The origin of Drosophila polymorphic inversions has been investigated in detail in a limited number of cases by isolating and sequencing the inversion breakpoint regions (see Ranz et al. 2007 for a review). Unequivocal evidence for the implication of transposable elements (TEs) has been found in three Drosophila buzzatii inversions: 2j (Cáceres et al. 1999, 2001), 2q7 (Casals et al. 2003), and 2z3 (Delprat et al., in preparation).
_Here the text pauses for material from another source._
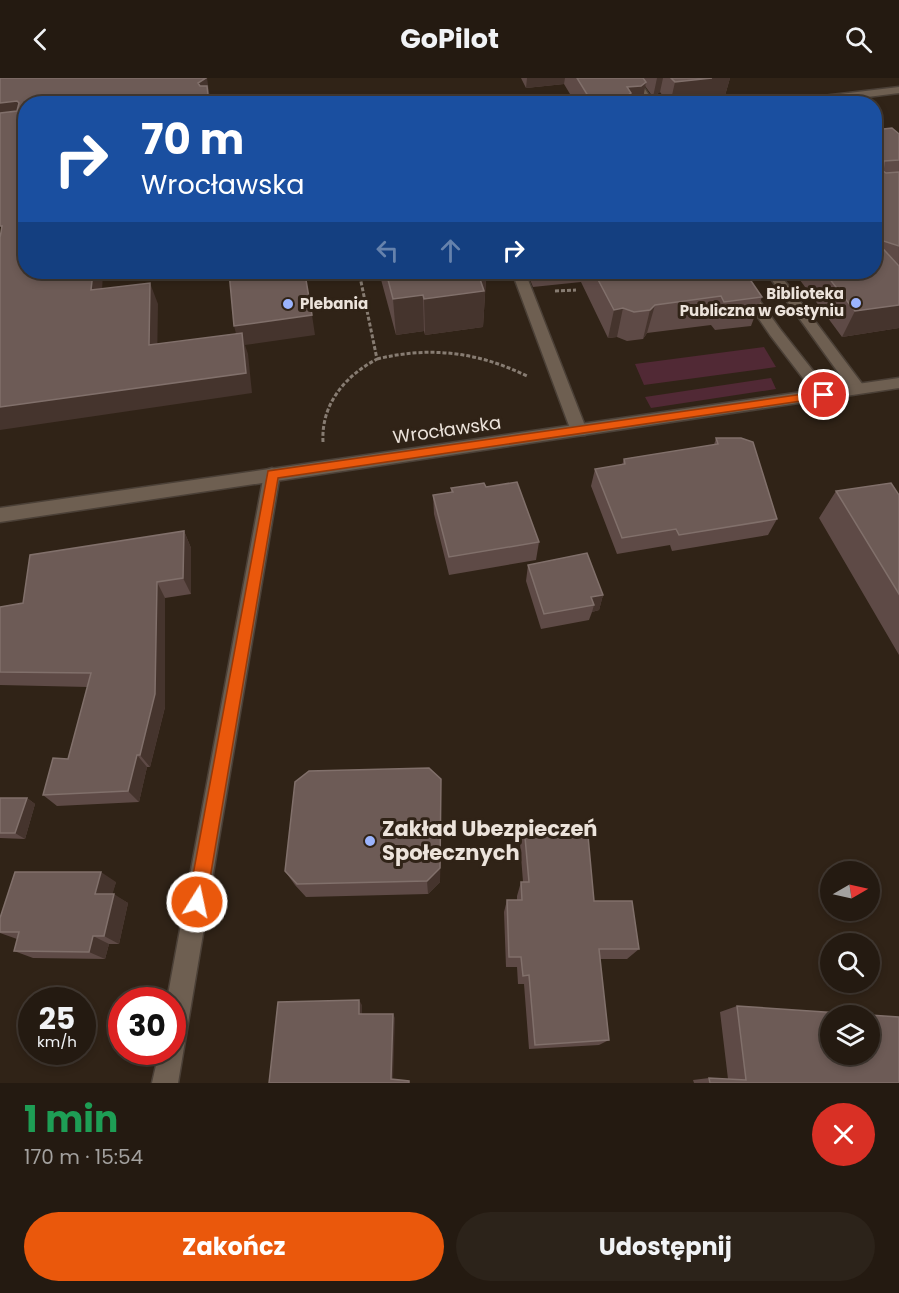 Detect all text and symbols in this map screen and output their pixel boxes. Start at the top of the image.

These three inversions were generated by non-allelic homologus recombination (or ectopic recombination) between copies of the transposon Galileo (Marzo et al. 2008) inserted in opposite orientation at two distant chromosomal sites. A polymorphic inversion of Drosophila pseudoobscura, Arrowhead, was also generated by ectopic recombination between 128 and 315-bp repeats, yet the nature of these repeats and their possible relation to an unidentified TE are obscure (Richards et al. 2005). TE copies have also been found at the breakpoints of two Anopheles gambiae inversions: 2Rd′ and 2La. However, the implication of the TEs in the origin of these inversions is ambiguous (Mathiopoulos et al. 1998; Sharakhov et al. 2006). Another A. gambiae inversion, 2Rj, seemingly arose by ectopic recombination between segmental duplications without the involvement of TEs (Coulibaly et al. 2007). Finally, no TEs or repeats of any kind are seemingly involved in the origin of three D. melanogaster inversions, In(3L) Payne (Wesley and Eanes 1994), In(2L)t (Andolfatto and Kreitman 2000), and In(3R)Payne (Matzkin et al. 2005). These inversions might have been generated by a mechanism of chromosomal breakage and repair by non-homologous end-joining (NHEJ; Ranz et al. 2007).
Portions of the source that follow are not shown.